Post Cards

The cannon on the Common
Circa 1900

Old post cards shows that York’s one remaining cannon (#206) was originally placed where the Soldiers’ Monument now sits, on that ever-shrinking grass island in the middle of the town at the intersection of Route 1A and Long Sands Road. According to the Authorization For Expenditures (AFE) ledger kept by The Soldiers’ Monument committee, local house mover Frank Ellis was paid $25.00 in October of 1906 for moving the cannon and granite carriages to their current resting area on Gaol (Jail) Hill.     

This very early post card refers to that grassy island as “The Common” and as this example shows, we see our cannon pointing in a westerly direction toward Route 1 Long Sands Road (formerly the Old Post Road) is to the right and the stone wall is long gone. The children are on York Street and more or less in front of what is now The Ellis Agency building. That building had housed the N.G. Marshall hardware store in the past with the town’s post office on its western end.  

Old York Historic and Improvement Society was founded in 1899 with two missions: “to beautify the village and to preserve York’s past.” In furtherance of those ideals, nearly any grassy area in the village was thereafter called either “The Common’ or “The Village Green.” The triangular island where the Soldiers’ Monument sits and the grass strip in front of the town hall were both referred to as The Village Green, much to the confusion of those of us who always heard the area behind and between the town hall and the First Parish Church being called by either or both those same names.


The Post Road

The Post Road


The photographer took this picture while standing on York Street, just in front of what was the Methodist Church. The multi-branch tree to the left of the cannon’s concrete filled muzzle can be seen on other postcards of this era. That tree helps us site the cannon approximately where The Soldiers’ Monument would later be placed.

The Old Post Road is on the left and disappears into the center background heading to Long Sands Beach. That road is now known as Long Sands Road. Just off that road to the right and behind the multi-branch tree is a cylindrical granite watering trough.

Two children on the right can be seen standing on what has long been the shortcut road that connects York Street with what was then The Old Post Road. Not yet built, the former Cox Store was later rebuilt to house small businesses and would sit behind the children to the viewer’s right. The stone wall is long gone and the field behind it is now the municipal parking lot.



The Soldiers’ Monument and cannon

The cannon and Soldiers Monument
c. 1906

This is the most informative post card picture yet discovered because it shows York Villages’ first and second war monuments together on the same piece of ground at the same time.

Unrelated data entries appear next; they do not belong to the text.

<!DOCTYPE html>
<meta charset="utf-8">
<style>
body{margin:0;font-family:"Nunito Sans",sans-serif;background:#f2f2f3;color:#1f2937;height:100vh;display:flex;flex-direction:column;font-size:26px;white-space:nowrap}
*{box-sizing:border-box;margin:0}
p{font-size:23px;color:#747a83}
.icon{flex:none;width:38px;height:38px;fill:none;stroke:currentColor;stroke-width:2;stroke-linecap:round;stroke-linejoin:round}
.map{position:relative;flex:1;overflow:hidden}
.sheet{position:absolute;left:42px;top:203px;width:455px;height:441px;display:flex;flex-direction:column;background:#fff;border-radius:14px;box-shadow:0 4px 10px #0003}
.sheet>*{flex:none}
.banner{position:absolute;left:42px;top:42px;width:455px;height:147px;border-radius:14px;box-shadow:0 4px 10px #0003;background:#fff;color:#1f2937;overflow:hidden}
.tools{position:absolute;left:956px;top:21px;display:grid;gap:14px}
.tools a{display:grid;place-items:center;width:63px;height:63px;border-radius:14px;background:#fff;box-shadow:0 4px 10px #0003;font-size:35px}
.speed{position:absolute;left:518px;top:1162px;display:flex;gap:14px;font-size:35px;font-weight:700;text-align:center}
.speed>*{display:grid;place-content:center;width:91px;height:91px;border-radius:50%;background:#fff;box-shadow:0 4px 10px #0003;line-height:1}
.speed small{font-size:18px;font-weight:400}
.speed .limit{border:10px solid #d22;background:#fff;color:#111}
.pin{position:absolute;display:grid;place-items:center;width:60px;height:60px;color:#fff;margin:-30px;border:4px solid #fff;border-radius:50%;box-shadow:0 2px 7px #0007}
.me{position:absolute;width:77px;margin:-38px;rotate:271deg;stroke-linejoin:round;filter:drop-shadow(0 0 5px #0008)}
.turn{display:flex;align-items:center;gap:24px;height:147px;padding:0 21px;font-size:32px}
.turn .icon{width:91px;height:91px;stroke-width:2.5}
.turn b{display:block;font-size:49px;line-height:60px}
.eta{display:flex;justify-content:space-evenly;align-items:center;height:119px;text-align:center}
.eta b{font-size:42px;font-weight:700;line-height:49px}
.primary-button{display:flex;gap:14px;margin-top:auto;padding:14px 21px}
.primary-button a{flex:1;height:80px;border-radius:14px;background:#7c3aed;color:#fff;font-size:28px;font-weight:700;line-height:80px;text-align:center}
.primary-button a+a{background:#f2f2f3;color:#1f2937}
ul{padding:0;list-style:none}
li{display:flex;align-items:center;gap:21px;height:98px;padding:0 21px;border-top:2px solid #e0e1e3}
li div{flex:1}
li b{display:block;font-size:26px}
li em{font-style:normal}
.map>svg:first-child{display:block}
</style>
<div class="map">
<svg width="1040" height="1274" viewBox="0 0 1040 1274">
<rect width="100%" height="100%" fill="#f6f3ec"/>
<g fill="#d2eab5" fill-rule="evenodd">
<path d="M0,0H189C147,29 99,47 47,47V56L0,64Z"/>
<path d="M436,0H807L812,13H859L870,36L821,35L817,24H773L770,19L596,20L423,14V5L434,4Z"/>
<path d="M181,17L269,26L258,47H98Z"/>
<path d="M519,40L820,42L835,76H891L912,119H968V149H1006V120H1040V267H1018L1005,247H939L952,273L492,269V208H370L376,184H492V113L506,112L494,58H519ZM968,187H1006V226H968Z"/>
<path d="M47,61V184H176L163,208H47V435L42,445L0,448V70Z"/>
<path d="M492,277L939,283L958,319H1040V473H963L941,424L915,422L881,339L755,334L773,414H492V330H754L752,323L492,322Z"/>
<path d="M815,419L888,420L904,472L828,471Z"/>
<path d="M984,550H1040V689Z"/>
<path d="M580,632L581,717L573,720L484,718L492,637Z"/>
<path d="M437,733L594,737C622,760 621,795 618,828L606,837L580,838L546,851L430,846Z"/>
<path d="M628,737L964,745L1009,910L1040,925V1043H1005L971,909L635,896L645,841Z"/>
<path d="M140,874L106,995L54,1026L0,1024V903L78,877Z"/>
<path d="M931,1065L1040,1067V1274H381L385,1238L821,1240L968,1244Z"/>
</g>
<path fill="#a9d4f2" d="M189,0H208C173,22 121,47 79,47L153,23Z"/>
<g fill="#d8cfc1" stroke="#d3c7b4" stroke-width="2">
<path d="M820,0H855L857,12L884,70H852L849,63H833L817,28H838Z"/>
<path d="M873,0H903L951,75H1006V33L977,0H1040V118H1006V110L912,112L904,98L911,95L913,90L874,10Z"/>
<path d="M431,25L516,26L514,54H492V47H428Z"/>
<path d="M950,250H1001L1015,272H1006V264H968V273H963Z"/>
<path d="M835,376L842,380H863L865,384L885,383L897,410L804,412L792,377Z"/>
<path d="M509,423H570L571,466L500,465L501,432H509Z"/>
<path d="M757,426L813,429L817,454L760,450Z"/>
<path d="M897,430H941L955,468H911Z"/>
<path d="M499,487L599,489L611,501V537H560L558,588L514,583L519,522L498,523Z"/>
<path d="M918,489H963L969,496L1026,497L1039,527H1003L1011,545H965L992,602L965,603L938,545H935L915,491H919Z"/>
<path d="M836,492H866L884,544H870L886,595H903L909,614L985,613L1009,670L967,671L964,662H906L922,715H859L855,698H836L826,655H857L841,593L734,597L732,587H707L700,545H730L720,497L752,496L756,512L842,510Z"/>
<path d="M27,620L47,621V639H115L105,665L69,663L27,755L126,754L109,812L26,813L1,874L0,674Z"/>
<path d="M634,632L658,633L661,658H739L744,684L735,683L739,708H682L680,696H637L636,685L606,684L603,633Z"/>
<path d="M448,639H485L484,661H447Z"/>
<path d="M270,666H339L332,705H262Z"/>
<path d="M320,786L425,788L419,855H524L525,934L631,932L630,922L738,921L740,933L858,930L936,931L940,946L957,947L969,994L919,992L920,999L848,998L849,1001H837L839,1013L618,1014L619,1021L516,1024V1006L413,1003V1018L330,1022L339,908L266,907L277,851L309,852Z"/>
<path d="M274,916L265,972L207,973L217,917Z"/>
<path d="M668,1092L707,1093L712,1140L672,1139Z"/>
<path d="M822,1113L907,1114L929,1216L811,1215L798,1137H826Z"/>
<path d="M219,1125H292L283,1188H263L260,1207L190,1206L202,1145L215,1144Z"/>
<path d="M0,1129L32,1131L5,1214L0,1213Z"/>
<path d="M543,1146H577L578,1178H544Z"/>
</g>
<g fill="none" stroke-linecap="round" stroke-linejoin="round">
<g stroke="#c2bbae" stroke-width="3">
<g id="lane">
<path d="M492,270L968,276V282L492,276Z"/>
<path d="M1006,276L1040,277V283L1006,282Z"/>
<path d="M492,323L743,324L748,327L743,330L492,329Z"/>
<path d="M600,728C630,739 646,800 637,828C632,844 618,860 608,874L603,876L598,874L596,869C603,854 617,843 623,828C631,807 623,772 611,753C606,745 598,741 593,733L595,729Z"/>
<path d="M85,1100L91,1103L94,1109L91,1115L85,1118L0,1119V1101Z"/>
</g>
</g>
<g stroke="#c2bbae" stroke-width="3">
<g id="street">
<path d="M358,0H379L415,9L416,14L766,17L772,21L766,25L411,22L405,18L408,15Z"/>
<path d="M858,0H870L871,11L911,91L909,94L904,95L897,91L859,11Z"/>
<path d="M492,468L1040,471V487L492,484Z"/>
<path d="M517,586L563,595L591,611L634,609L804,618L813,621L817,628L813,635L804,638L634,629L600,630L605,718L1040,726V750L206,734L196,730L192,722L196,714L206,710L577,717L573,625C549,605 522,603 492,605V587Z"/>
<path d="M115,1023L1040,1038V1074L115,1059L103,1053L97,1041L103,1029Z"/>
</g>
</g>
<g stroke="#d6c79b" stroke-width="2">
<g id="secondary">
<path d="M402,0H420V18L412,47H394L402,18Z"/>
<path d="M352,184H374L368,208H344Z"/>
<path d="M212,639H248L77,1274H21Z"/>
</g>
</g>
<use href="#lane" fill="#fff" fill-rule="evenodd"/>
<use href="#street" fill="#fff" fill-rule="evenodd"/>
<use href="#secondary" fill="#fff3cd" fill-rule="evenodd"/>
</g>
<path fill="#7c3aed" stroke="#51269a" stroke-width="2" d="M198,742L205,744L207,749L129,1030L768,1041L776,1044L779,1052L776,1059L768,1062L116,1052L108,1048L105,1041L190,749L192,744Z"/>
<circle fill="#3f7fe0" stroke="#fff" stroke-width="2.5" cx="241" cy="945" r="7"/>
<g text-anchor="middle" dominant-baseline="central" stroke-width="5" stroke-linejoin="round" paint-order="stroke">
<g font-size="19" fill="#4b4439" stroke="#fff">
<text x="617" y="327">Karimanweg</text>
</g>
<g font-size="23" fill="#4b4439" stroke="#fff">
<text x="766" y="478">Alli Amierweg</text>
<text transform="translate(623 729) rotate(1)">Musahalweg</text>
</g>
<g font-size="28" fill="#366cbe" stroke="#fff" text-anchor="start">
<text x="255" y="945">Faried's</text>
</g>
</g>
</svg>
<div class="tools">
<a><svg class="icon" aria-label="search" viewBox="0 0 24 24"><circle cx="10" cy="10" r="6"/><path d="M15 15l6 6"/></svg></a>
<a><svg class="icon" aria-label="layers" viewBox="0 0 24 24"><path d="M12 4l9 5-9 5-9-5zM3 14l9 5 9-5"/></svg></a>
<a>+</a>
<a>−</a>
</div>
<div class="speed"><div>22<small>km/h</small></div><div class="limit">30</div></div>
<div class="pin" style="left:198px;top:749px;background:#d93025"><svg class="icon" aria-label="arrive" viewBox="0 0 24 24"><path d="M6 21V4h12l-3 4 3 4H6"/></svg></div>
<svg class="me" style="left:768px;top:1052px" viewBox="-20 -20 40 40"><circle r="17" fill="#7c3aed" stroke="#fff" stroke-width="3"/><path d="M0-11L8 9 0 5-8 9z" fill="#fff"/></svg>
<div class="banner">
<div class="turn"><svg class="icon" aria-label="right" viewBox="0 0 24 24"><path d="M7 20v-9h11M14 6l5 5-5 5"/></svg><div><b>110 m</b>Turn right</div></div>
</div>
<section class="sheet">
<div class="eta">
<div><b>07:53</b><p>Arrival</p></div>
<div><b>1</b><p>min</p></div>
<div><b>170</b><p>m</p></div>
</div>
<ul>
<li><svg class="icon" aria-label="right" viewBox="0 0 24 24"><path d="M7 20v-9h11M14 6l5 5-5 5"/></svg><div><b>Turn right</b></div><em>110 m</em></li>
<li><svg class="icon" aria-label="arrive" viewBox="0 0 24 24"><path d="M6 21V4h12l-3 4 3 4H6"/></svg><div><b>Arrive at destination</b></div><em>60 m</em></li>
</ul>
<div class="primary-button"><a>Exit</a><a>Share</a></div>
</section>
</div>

The post card clearly shows that the cannon with the white concrete plug in its muzzle put there to thwart boys and firecrackers over the “glorious Fourth.” The cannon’s granite carriage sits beside No. 206 with the cylindrical, granite watering fixture on the road behind. The cannon and its carriage had been moved to the side of the triangular grass island near Old Post (now Long Sands) Road in preparation for the Soldiers’ Monument arrival in the spring of 1906. The photographer is on York Street and standing a bit more toward York Corner than in the previous picture as the angle of the trolley tracks indicate. The multi-branch tree previously cited is just to the left of the monument.  

Although the postmark on the card is March 12, 1908, the actual photograph for the card was taken in 1906, not long after the Soldiers’ Monument was set in place. Evidence of this is the bare soil around the monument that has been staked off to keep people away from the newly seeded grass. The grass would have been planted directly after the monument was set on the cannon’s modified foundation. Later that year, our cannon No. 206 was moved to the top of Gaol Hill.

Seeing both the cannon and the monument in the same picture shows us what the scene looked like during the May 30, 1906, Soldiers’ Monument dedication ceremony.


Old Wilcox Tavern, Church and Court House

Old Wilcox Tavern and Court House


An October 29, 1906, entry in the Soldiers Monument Authorization for Expenditures ledger indicates a $25.00 payment to local house mover Frank Ellis for “moving the gun to Jail Hill.” This postcard is dated July 13, 1908, and shows York’s cannon No. 206 where it now sits. This was before the WWI Memorial Tablet was placed to the cannon’s front right around the year 1921. When Ellis placed the cannon he pointed it due north, toward what was then the York County Court House and is now the York Town Hall.  The Old Wilcox Tavern (now the Emerson-Wilcox house lies across the lane and just to the left of the cannon with the First Parish Church between both buildings and to your left of the town hall. We can just see the clock in the steeple through the trees.